Life annuities: are they an interesting alternative?

Life annuities are insurance solutions that guarantee their policyholder a secure income over a long period. Except in certain very specific situations, life annuity insurance has so far not met with great success: it did not represent a great interest both financially and fiscally, except for the insurer or broker who managed to place this type of product.
The principle of the life annuity consists of converting savings into an annuity and its taxation, at a rate of 40% as income, explains among other things the reasons why they have been largely shunned.
Until now it was readily advised not to take out life annuity insurance with pension fund assets, on the grounds that it was simply not profitable:
- Payment of capital LPP is subject to a single tax de facto reducing the capital dedicated to financing the life annuity,
- If the life annuity contract is provided for with restitution, the single premium paid is subject to the federal stamp of 2.5%, and
- The conversion rate of the life annuity is much lower than that practiced by pension funds and the annuity finally paid was until now taxed at 40% (transformation of capital consumption into partially taxable income).
These criteria significantly reduced the attractiveness of this solution. In addition, it could be more interesting to invest your savings prudently and create a capital consumption plan: more flexibility, capital consumption is not taxed on income and in many cases, capital remained to the heirs in the event of death.
However, today we can note a significant drop in the conversion rates practiced by pension funds (and the trend is not ready to stop), as well as uncertainties on the financial markets which could jeopardize a plan of capital consumption, even if carefully considered.
It is therefore particularly interesting to focus on a motion which was tabled in 2012 "End the tax penalty inherent in pillar 3b /Tax the return on assets upon their withdrawal and not the contributions", the flat-rate taxation of life annuities being considered too high given the lasting low interest rates that we have experienced.
This motion was included in a law whose referendum deadline expired on October 6 and its entry into force is scheduled for the first at the earliest january 2023. This new regulation will apply not only to new contracts but also to annuity insurance taken out in the past. This is good news for all beneficiaries of this type of contract and opens the way to new alternatives for people who wish to sustain their lifestyle within a non-penalizing tax framework.
From its entry into force, only the return component will be taxed as income and the annuity as such will be considered as non-taxable capital consumption. Furthermore, the revenue losses resulting from this measure would be partly offset in an environment of rising rates, given that the share of yield would also increase.
Based on all these observations, we can now consider that a life annuity contract offers an interesting alternative to the annuity of 2e pillar with more flexibility:
- The annuity received would not be taxed, only the component of the return would be taxed (participation in surpluses, rate applied...)
- Flexibility regarding the type of life annuity contract:
- Immediate life annuity: payment of the annuity occurs immediately after payment of the single premium.

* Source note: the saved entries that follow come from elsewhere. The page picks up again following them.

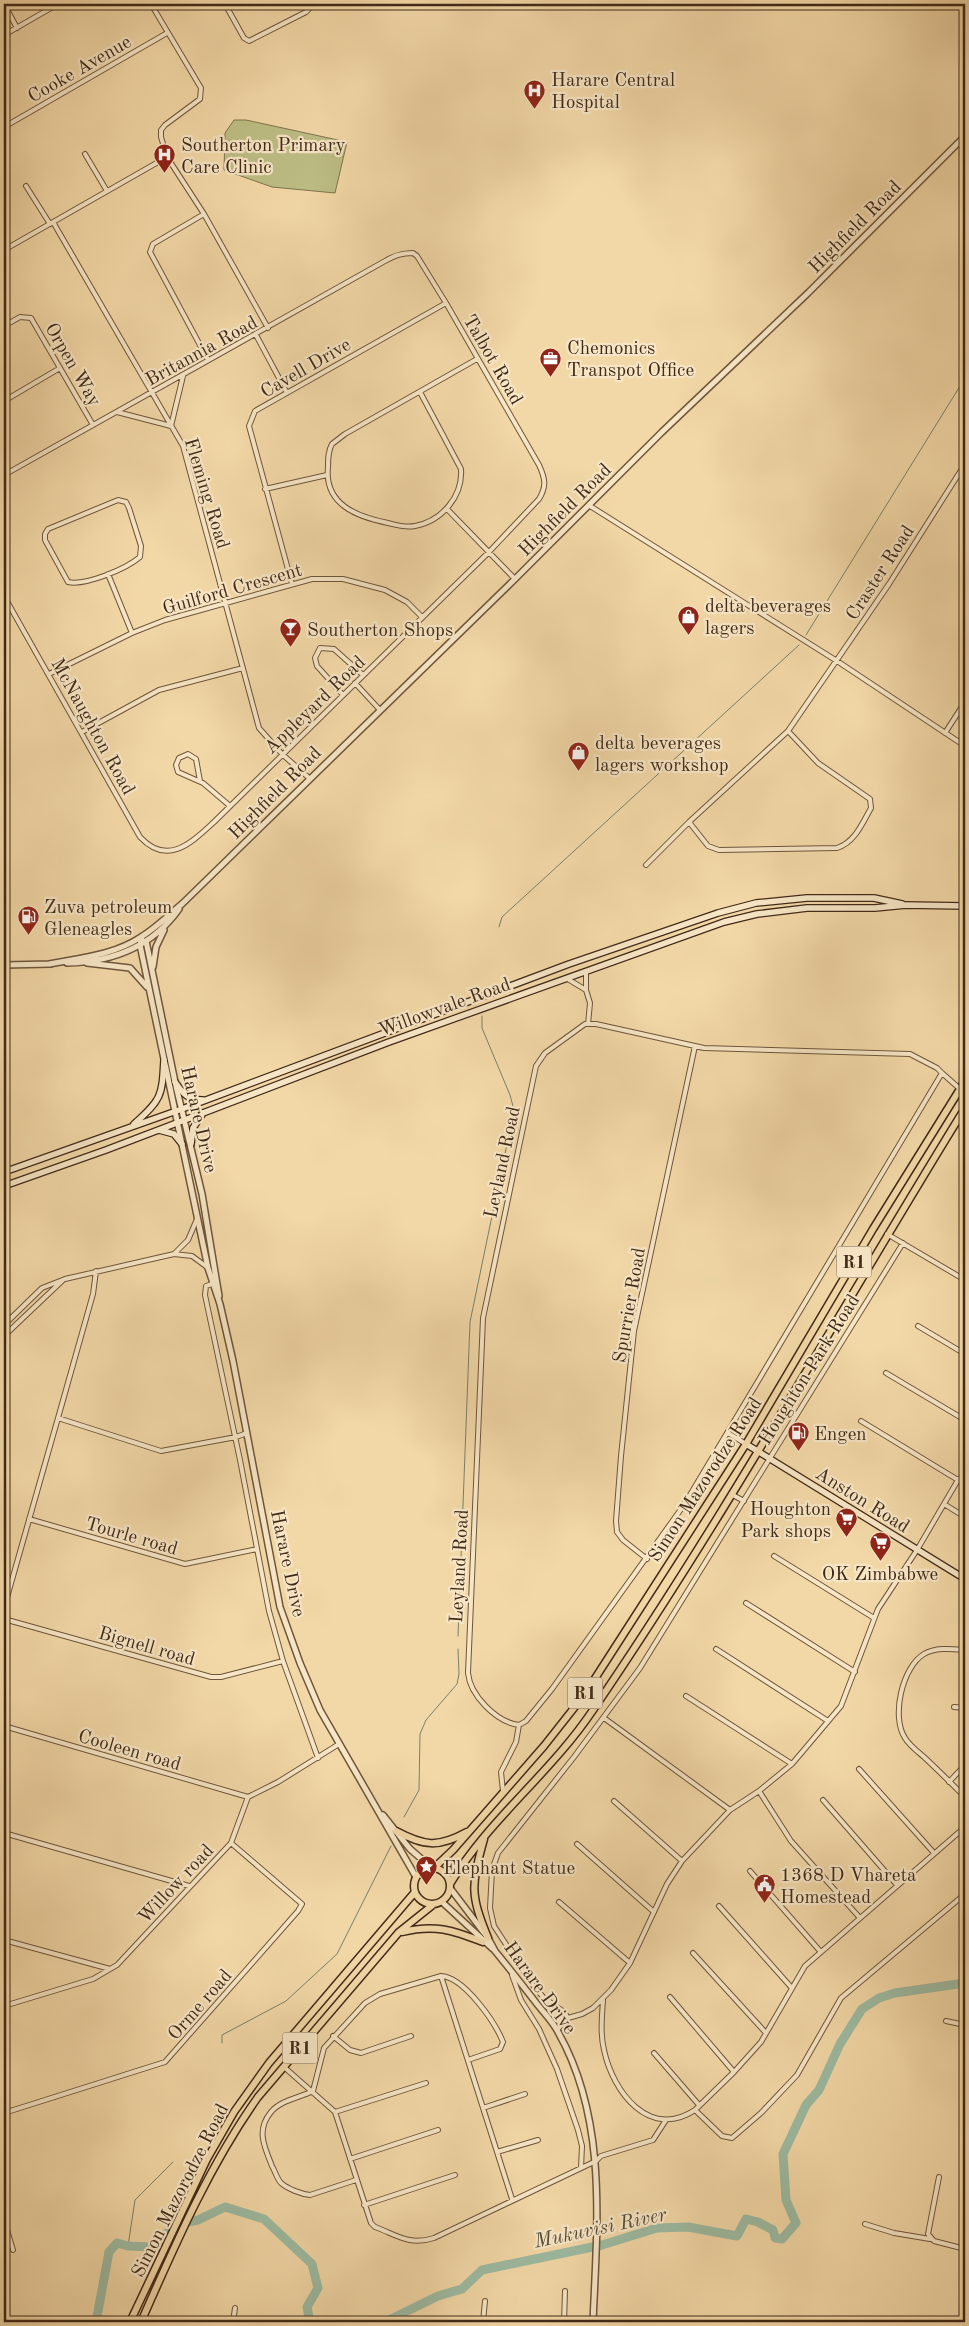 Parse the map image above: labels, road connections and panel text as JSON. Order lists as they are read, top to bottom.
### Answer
{
  "streets": {
    "highway": ["R1", "Simon Mazorodze Road"],
    "main road": ["Willowvale Road", "Anston Road"],
    "street": [
      "Cooke Avenue",
      "Highfield Road",
      "Britannia Road",
      "Talbot Road",
      "Orpen Way",
      "Cavell Drive",
      "Fleming Road",
      "Craster Road",
      "Guilford Crescent",
      "Appleyard Road",
      "McNaughton Road",
      "Harare Drive",
      "Leyland Road",
      "Spurrier Road",
      "Houghton Park Road",
      "Tourle road",
      "Bignell road",
      "Cooleen road",
      "Willow road",
      "Orme road"
    ]
  },
  "crossings": [
    ["Highfield Road", "Fleming Road"],
    ["Highfield Road", "Harare Drive"],
    ["Britannia Road", "Talbot Road"],
    ["Britannia Road", "Orpen Way"],
    ["Britannia Road", "Fleming Road"],
    ["Talbot Road", "Cavell Drive"],
    ["Talbot Road", "Appleyard Road"],
    ["Cavell Drive", "Guilford Crescent"],
    ["Fleming Road", "Guilford Crescent"],
    ["Fleming Road", "Appleyard Road"],
    ["Guilford Crescent", "Appleyard Road"],
    ["Guilford Crescent", "McNaughton Road"],
    ["Appleyard Road", "McNaughton Road"],
    ["Willowvale Road", "Harare Drive"],
    ["Harare Drive", "R1"],
    ["Harare Drive", "Simon Mazorodze Road"],
    ["R1", "Simon Mazorodze Road"],
    ["Houghton Park Road", "Anston Road"],
    ["Simon Mazorodze Road", "Anston Road"],
    ["Cooleen road", "Willow road"],
    ["Willow road", "Orme road"]
  ],
  "water": ["Mukuvisi River"],
  "places": {
    "hospital": ["Harare Central Hospital", "Southerton Primary Care Clinic"],
    "office": ["Chemonics Transpot Office"],
    "shop": ["delta beverages lagers", "delta beverages lagers workshop"],
    "bar": ["Southerton Shops"],
    "fuel station": ["Zuva petroleum Gleneagles", "Engen"],
    "supermarket": ["Houghton Park shops", "OK Zimbabwe"],
    "place": ["Elephant Statue"],
    "public building": ["1368 D Vhareta Homestead"]
  }
}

- Deferred life annuity: payment of the annuity occurs on a predefined date. The capital, increased by interest, is converted into an annuity.
- With or without restitution*: if the restitution option is chosen, in the event of death, the designated beneficiaries receive the restitution value of the capital. The LPP pension, in the event of death, is only paid to a restricted circle of survivors and under certain conditions. In many cases, unused capital is lost.
- Life annuity on one or two heads: the survivor can continue to receive the life annuity, which the LPP annuity does not allow in most cases and under much less attractive conditions.
* 2.5% federal stamp if the option with refund is chosen.
This change in the taxation of life annuities is more than welcome and broadens the range of choices, particularly regarding the terms of payment of retirement benefits. There financial planning is and remains an excellent decision-making tool.